Thursday, September 8, 2016

Happy 100th Roald Dahl!


On Tuesday, September 13th the world will rejoice in celebrating the 100th birthday of one of the most imaginative minds in children's literature, Roald Dahl. The British writer was born in 1916 in Cardiff. Now 100 years later we can look back on the amazing works of Dahl with glee as we remember a very fantastic fox, a young girl who loved books, a giant who was incredibly friendly, and of course a candy maker who stuck up for Oompa Loompa rights as well as let five children into his factory for one incredible contest prize. If you are looking to celebrate Dahl's birthday check out the party pack by following this link: http://www.baker-taylor.com/PDFs/Dahl-Party-Pack-American2.pdf Included in is pack are game sheets, crafts, and instructions on how to figure out your Roald Dahl name! Darla and I couldn't help but reflect on some of our first memories of this writer whose characters were so deliciously crazy!
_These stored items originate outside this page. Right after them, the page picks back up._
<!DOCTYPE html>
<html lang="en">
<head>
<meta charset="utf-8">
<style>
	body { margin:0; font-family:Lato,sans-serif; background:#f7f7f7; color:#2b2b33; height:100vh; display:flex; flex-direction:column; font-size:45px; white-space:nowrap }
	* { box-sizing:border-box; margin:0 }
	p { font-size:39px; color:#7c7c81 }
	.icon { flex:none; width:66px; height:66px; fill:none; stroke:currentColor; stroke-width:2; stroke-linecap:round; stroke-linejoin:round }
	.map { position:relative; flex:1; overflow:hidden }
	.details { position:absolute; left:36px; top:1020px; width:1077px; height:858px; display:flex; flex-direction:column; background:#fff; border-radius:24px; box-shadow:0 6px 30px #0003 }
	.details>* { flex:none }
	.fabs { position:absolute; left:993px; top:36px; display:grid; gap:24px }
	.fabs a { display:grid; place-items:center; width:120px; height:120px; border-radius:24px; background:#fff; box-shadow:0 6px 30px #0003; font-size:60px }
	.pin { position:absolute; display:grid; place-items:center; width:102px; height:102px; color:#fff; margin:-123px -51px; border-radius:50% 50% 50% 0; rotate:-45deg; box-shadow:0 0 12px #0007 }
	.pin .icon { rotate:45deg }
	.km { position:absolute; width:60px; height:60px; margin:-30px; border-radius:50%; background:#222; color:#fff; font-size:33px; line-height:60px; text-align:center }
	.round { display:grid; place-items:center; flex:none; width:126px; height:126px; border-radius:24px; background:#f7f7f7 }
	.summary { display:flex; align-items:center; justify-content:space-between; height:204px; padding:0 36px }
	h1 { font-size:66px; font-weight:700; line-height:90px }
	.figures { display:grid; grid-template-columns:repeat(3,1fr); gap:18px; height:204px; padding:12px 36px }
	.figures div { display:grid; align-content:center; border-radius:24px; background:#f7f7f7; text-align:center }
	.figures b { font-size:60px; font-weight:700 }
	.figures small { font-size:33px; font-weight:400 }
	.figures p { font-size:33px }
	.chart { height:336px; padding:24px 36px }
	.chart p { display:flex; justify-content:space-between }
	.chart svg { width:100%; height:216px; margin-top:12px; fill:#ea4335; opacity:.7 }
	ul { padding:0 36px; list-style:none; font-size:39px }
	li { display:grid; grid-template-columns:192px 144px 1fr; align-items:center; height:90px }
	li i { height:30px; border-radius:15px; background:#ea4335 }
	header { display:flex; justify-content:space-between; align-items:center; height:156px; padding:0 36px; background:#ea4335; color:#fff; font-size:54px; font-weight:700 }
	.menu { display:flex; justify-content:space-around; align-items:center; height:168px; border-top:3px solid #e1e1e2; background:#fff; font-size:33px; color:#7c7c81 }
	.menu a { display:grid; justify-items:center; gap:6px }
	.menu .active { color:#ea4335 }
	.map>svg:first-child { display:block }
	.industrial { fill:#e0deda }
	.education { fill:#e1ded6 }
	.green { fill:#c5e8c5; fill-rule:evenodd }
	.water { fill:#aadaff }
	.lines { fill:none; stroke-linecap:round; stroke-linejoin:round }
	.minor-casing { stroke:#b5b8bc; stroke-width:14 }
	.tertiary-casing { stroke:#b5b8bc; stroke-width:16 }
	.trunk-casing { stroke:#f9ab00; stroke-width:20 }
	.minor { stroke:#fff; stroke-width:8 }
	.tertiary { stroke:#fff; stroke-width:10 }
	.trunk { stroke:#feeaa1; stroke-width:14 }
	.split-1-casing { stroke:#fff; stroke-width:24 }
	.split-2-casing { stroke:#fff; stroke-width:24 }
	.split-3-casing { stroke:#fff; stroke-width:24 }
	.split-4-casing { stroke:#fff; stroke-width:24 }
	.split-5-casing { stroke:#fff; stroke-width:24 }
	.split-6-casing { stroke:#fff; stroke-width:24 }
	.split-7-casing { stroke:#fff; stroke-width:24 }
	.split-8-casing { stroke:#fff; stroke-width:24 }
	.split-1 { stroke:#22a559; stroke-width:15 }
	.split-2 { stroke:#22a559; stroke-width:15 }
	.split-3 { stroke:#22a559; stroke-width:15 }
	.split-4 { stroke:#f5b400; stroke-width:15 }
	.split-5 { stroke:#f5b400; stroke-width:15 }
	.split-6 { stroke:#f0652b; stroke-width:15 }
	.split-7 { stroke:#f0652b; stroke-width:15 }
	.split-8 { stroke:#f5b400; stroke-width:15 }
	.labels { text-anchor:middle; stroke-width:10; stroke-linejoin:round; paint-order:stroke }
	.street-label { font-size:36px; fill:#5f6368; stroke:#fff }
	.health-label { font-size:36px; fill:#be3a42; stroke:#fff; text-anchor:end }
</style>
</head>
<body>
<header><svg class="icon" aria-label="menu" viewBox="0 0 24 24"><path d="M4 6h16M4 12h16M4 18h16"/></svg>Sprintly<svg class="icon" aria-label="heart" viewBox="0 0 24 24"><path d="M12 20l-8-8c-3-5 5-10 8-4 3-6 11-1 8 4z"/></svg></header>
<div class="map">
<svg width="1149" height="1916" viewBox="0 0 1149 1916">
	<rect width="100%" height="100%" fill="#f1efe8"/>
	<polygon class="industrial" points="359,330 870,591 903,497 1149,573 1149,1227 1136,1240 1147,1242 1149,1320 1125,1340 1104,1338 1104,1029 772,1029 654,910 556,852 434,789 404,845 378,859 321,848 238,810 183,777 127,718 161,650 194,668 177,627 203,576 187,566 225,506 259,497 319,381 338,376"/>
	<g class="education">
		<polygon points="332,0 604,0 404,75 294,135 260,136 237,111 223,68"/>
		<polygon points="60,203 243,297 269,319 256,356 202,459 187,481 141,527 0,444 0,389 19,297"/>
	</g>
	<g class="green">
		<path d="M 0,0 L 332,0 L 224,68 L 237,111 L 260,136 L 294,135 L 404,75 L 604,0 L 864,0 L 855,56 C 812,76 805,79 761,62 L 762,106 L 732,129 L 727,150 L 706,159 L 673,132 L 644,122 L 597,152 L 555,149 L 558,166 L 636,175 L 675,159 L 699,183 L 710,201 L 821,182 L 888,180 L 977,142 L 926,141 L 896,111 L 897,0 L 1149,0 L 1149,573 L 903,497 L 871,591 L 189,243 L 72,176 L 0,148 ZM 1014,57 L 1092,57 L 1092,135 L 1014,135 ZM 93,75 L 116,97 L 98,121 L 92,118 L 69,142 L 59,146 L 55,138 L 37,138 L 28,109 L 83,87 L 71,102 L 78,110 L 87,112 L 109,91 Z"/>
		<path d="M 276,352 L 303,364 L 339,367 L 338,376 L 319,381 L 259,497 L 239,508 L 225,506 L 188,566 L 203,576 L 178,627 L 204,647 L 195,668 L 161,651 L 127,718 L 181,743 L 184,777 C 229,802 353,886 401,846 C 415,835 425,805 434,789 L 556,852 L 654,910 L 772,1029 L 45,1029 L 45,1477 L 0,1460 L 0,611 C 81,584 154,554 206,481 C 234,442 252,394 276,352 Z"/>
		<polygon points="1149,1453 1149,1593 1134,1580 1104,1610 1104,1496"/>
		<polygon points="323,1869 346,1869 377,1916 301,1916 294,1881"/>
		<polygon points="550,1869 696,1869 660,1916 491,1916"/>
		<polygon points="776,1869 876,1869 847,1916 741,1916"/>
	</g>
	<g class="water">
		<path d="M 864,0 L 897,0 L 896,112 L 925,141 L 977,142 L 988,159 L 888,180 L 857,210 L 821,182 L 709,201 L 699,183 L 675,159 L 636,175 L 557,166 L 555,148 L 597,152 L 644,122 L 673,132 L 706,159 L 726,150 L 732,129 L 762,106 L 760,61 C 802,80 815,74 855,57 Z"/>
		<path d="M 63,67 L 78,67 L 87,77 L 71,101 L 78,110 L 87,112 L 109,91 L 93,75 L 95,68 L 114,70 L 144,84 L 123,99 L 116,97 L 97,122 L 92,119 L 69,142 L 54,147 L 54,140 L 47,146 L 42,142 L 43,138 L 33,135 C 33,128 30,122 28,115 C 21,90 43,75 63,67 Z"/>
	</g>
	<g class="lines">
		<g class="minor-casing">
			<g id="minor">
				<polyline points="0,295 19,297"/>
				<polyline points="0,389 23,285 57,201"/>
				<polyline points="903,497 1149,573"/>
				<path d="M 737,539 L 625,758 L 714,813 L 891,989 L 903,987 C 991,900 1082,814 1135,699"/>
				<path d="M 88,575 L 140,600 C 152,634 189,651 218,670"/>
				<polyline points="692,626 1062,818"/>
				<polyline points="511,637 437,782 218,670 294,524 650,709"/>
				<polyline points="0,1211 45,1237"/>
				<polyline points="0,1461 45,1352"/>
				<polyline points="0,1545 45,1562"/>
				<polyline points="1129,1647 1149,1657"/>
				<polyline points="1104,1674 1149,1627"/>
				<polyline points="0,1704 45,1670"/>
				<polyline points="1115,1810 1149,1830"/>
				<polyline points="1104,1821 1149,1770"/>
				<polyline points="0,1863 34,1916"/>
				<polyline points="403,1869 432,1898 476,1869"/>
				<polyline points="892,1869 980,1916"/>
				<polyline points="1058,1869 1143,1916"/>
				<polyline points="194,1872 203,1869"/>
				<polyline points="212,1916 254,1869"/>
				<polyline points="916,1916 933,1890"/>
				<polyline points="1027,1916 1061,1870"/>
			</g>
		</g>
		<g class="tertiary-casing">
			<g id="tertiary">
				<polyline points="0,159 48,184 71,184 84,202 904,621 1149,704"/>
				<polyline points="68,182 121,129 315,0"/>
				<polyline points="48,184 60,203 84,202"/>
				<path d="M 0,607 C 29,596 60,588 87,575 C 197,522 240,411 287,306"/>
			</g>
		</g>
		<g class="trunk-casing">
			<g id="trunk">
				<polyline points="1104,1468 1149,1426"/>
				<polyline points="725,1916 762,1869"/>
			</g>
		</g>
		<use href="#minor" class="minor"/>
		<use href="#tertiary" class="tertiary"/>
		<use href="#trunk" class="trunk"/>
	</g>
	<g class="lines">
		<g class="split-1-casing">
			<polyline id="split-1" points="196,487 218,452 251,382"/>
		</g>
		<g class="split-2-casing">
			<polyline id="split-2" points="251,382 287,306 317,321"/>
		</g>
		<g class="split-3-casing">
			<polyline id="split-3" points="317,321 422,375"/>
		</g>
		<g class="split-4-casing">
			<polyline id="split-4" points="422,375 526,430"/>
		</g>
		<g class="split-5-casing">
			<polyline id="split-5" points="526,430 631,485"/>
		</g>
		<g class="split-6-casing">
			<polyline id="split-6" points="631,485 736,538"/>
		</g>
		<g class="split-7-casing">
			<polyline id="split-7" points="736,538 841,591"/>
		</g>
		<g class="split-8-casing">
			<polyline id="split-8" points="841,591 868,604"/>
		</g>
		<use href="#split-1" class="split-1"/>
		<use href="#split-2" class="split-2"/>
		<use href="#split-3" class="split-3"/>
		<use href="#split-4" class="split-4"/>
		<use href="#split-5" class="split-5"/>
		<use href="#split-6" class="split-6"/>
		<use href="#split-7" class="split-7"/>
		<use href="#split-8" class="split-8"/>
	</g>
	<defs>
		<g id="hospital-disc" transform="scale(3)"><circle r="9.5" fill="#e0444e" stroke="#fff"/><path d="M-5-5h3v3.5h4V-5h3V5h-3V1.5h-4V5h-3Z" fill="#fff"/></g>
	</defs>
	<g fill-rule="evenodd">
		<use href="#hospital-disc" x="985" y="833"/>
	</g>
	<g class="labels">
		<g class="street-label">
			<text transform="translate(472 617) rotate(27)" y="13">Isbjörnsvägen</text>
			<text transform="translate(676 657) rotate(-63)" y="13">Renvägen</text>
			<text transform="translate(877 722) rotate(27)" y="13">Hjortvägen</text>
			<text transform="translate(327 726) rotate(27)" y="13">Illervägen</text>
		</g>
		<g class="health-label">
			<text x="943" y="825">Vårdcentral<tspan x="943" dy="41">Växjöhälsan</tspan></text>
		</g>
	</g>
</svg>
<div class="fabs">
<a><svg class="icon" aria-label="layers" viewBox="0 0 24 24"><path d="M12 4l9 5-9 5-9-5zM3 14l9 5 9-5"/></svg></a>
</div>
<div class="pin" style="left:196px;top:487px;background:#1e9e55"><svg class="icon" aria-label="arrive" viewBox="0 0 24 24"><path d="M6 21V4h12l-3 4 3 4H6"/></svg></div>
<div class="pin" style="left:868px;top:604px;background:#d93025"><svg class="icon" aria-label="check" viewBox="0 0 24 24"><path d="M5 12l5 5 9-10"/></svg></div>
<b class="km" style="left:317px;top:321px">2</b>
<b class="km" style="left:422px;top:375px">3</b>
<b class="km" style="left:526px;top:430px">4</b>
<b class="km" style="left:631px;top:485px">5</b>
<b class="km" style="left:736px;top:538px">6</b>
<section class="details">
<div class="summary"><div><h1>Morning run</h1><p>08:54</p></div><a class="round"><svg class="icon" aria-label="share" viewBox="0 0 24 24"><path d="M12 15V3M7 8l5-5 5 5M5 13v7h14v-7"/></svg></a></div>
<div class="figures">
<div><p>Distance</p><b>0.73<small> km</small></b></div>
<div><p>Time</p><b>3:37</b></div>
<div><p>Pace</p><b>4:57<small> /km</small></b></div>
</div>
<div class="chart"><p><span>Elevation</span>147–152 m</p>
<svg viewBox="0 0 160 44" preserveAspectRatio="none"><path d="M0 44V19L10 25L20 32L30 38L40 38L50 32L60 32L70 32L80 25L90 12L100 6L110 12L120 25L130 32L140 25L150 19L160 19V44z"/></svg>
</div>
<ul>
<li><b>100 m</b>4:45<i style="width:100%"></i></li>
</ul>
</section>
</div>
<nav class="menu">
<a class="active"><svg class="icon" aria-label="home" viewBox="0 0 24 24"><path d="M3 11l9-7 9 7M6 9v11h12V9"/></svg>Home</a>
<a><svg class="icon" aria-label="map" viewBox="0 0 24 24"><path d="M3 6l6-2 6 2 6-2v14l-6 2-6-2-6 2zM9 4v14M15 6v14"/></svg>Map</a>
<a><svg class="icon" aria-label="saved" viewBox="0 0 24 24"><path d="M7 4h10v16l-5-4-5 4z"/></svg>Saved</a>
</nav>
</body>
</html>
The Whoopsy-splunkers MUGGLE-WOMP aka Derek

My jealousy of Violet's
gummy bear still lives!
My first memory of the universe of Roald Dahl is not from the books, but from the movie "Willy Wonka and the Chocolate Factory" starring the late great Gene Wilder. While by my aunt's house for Easter dinner my older cousin's were flipping out that they would be showing this movie on TV. It was a childhood favorite of theirs. Once I admitted that I had never seen it they made me sit front and center on the coach and watch. I was immediately enchanted by everything I was seeing. So many grandparents in one bed! Lettuce soup! Why was his mother's laundry spoon so big? Why did the candy man give out free candy during the musical number to the rich kids yet was so staunch when it came to the quarter Charlie owed for his scrumdiddlyumptious bar? All these questions stemmed from only the first twenty minutes of the movie. I still want a giant gummy bear and am keeping my fingers crossed that fizzy lifting drink will soon be a reality. I am willing to hire someone to clean the ceiling! 

The version I read
from my school library
After begging my mother for the movie on VHS I found the book, Charlie and the Chocolate Factory, in my school library. That winter vacation from school had me delving even further into Willy and Charlie's world. The movie had only skimmed the surface. Charlie had a father who worked in a tooth paste factory! Grandpa Joe was just as lazy! Veruca wasn't a bad egg like in the movie - she was actually a nut! Wonka had squirrels to de-shell all the nuts for his candy bars and they grabbed Veruca and threw her down the hole! Hilarious! Not to mention at the end we get a glimpse of the bad kids as the are leaving the factory in their new forms including a taffy stretched Mike Teevee. Dahl had such an amazing way of taking sometimes crazy, scary, horrible, and honestly messed up things and making it so wonderful and fun that kids can't get enough. I can't even go into my love of Matilda, an outcast who found solace in books! Not to mention the giant chocolate cake in that one... Yes, Dahl lured me over to his zany world with imagination, sweets, and kindness. It was paradise!

The Whoopsy-Splunkers BLABBERSNITCH aka Darla


Image result for esio trot
LOOKIT THAT FACE
The details are a little fuzzy when it comes to my first Roald Dahl memory. When I first started to consider it my mind jumped to Charlie and the Chocolate Factory - but then I realized that wasn’t right. I “met” Roald Dahl in third grade, and I can’t quite remember why. My third grade teacher, Mrs. Charmin, who was a one-year exchange teacher from England and whom I loved, gave everyone a book. Or something. I’m not sure! It may have been one of those classroom transactions where you get something for being good, or maybe it was a very kind goodbye gift. Either way, I got Esio Trot, the book where a cranky old man makes his pet tortoise grow by saying the magic words (which is tortoise backwards, of course) and finds love along the way. It’s almost definitely still in my box of childhood books in the garage, and maybe now that I’m thinking about it I’ll dig it out tonight. I read it over and over again because it was mine and my teacher gave it to me, two things that recommend a book highly when you’re eight. 

The only picture of the inside of the book I could find
It didn’t take me very long to plough through the rest of Dahl’s books after that, and The BFG and Charlie and the Chocolate Factory were my other favorites. Northport Library used to have (maybe still does have?) a Dahl-inspired cookbook, Roald Dahl’s Revolting Recipes, and I remember checking it out over and over and over again, which was ridiculous because I only ever made one thing from it: some kind of terrible hot butterscotch drink . The recipe I wanted to make was this magical-looking edible marshmallow pillow, but I was completely intimidated by the process. I should really see about checking it out one of these days and trying it. Edible pillow party, anyone? All of this goes to show the funny ways that an author’s work leaves different kinds of marks on us. For a lot of my friends, Matilda and her love of reading is their go-to Dahl memory. For me it’s a slightly intimidating cookbook that he didn’t even write. And yet we love him just the same!